Mubadalah.id – Untuk memahami biografi Fatima Mernissi tidaklah sulit karena di dalam karangannya ia dengan jelas telah menceritakan dan mengenalkan kehidupannya, bahkan sejak kanak-kanak hingga dewasa.
Fatima Mernissi lahir pada tahun 1940 di Qarawiyeen, Maroko. Dalam bukunya, Ia mengatakan :
“Selama masa kanak-kanak, saya memiliki hubungan perasaan yang bertentangan dengan al-Qur’an, di sekolah al-Qur’an kami dididik dengan cara yang keras. Namun bagi pikiran kanak-kanak saya, hanya keindahan rekaan al-Qur’an versi nenek saya yang buta huruf, Laila Yasmina, yang lelah membuka pintu menuju sebuah agama yang puitis”.

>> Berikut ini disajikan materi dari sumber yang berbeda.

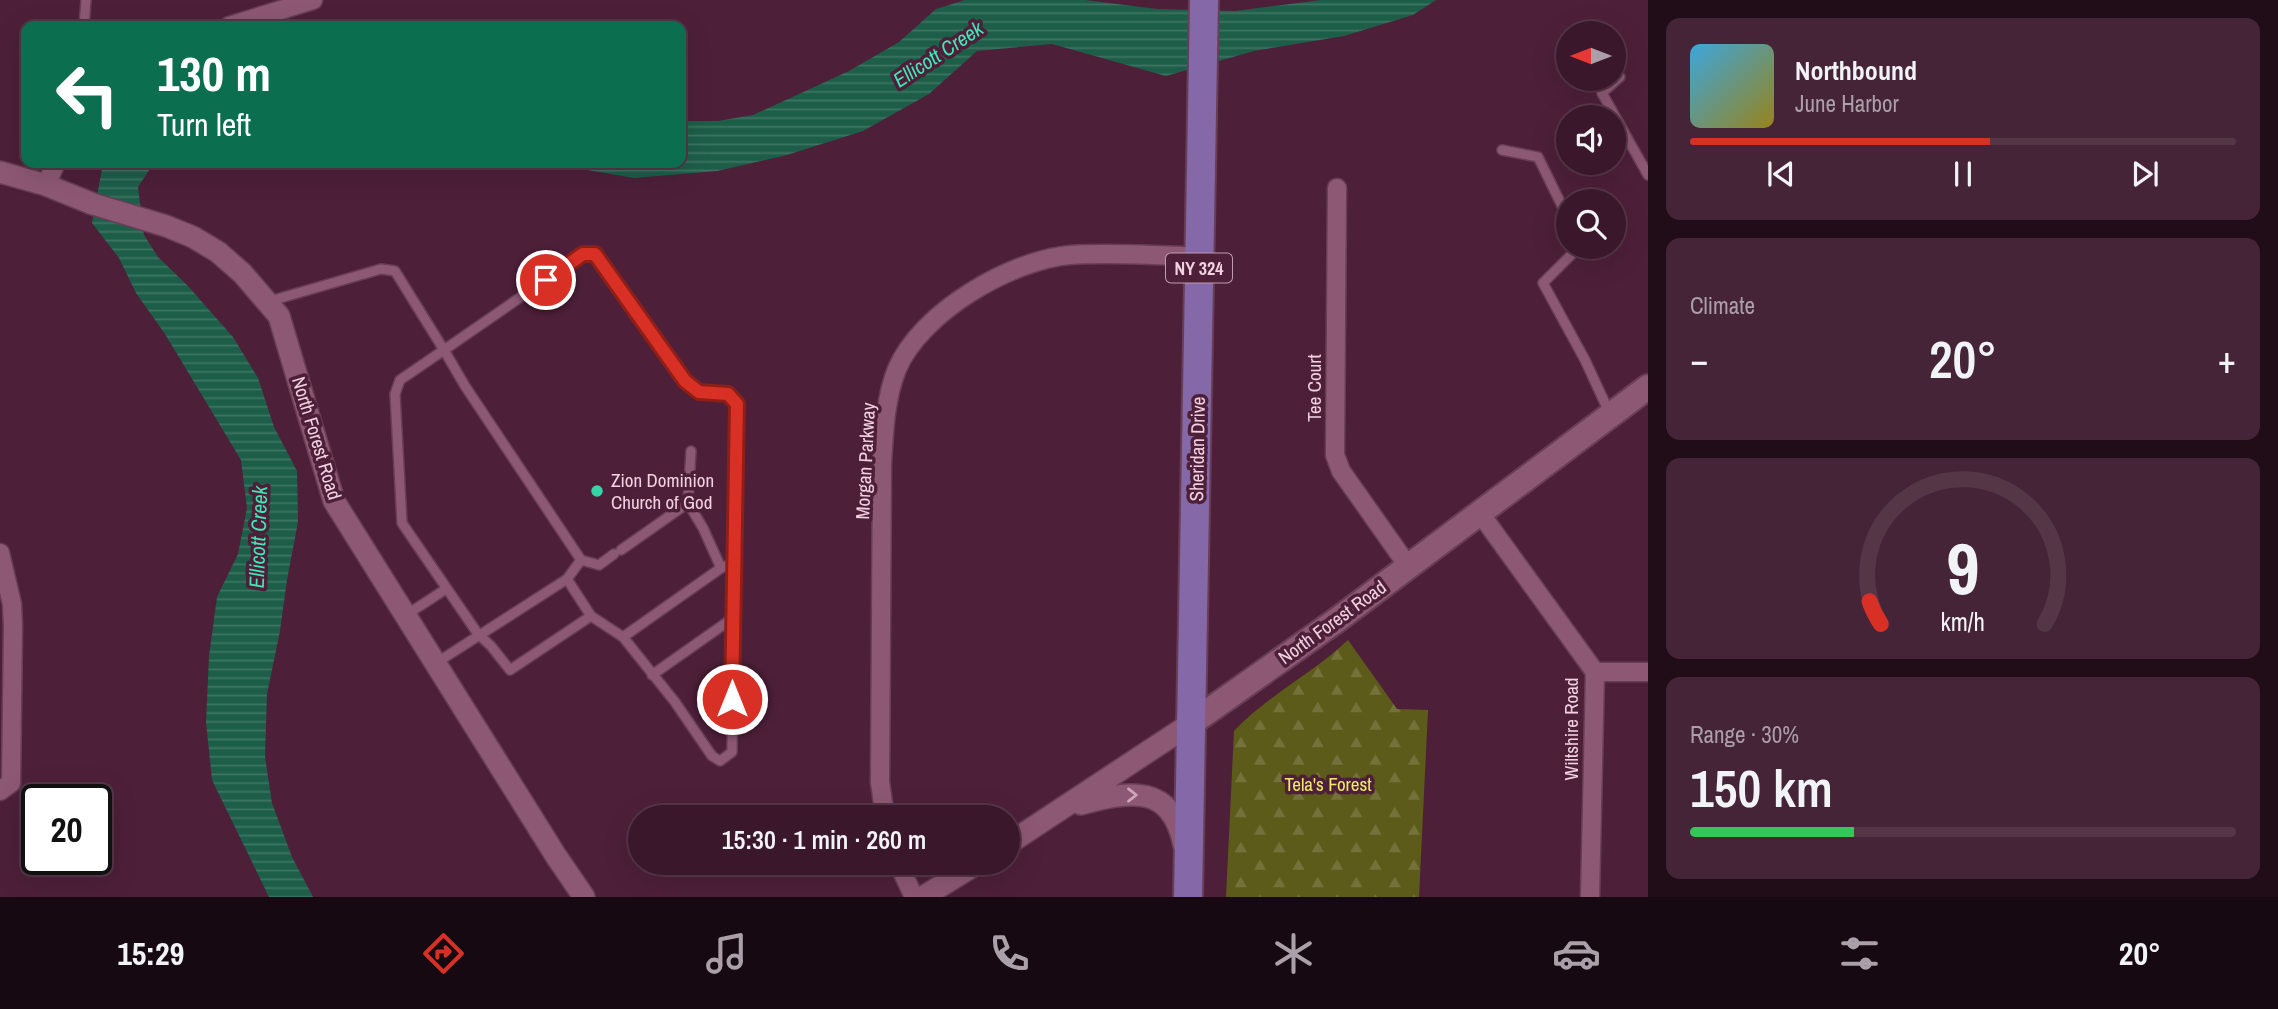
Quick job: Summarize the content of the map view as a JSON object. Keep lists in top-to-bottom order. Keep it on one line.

Bersama neneknya, Yasmina, yang menderita penyakit insomnia yaitu penyakit tidak bisa tidur, Fatima selalu mendapat pengalaman-pengalaman yang berharga melalui beberapa ceritanya.
Terutama ketika pagi bangun tidur dan menyantap makanan Mahrasy (semacam serabi). Mernissi bersama saudara-saudaranya semakin kagum dan menyayangi nenek, karena ketika bercerita mereka bebas bermain kata-kata.
Berbeda dengan cara mendidik di Sekolah al-Qur’annya, yang dia dapati justru penekanan-penekanan, seperti hukuman bagi peserta didik yang tidak melafalkan atau menghafalkan al-Qur’an.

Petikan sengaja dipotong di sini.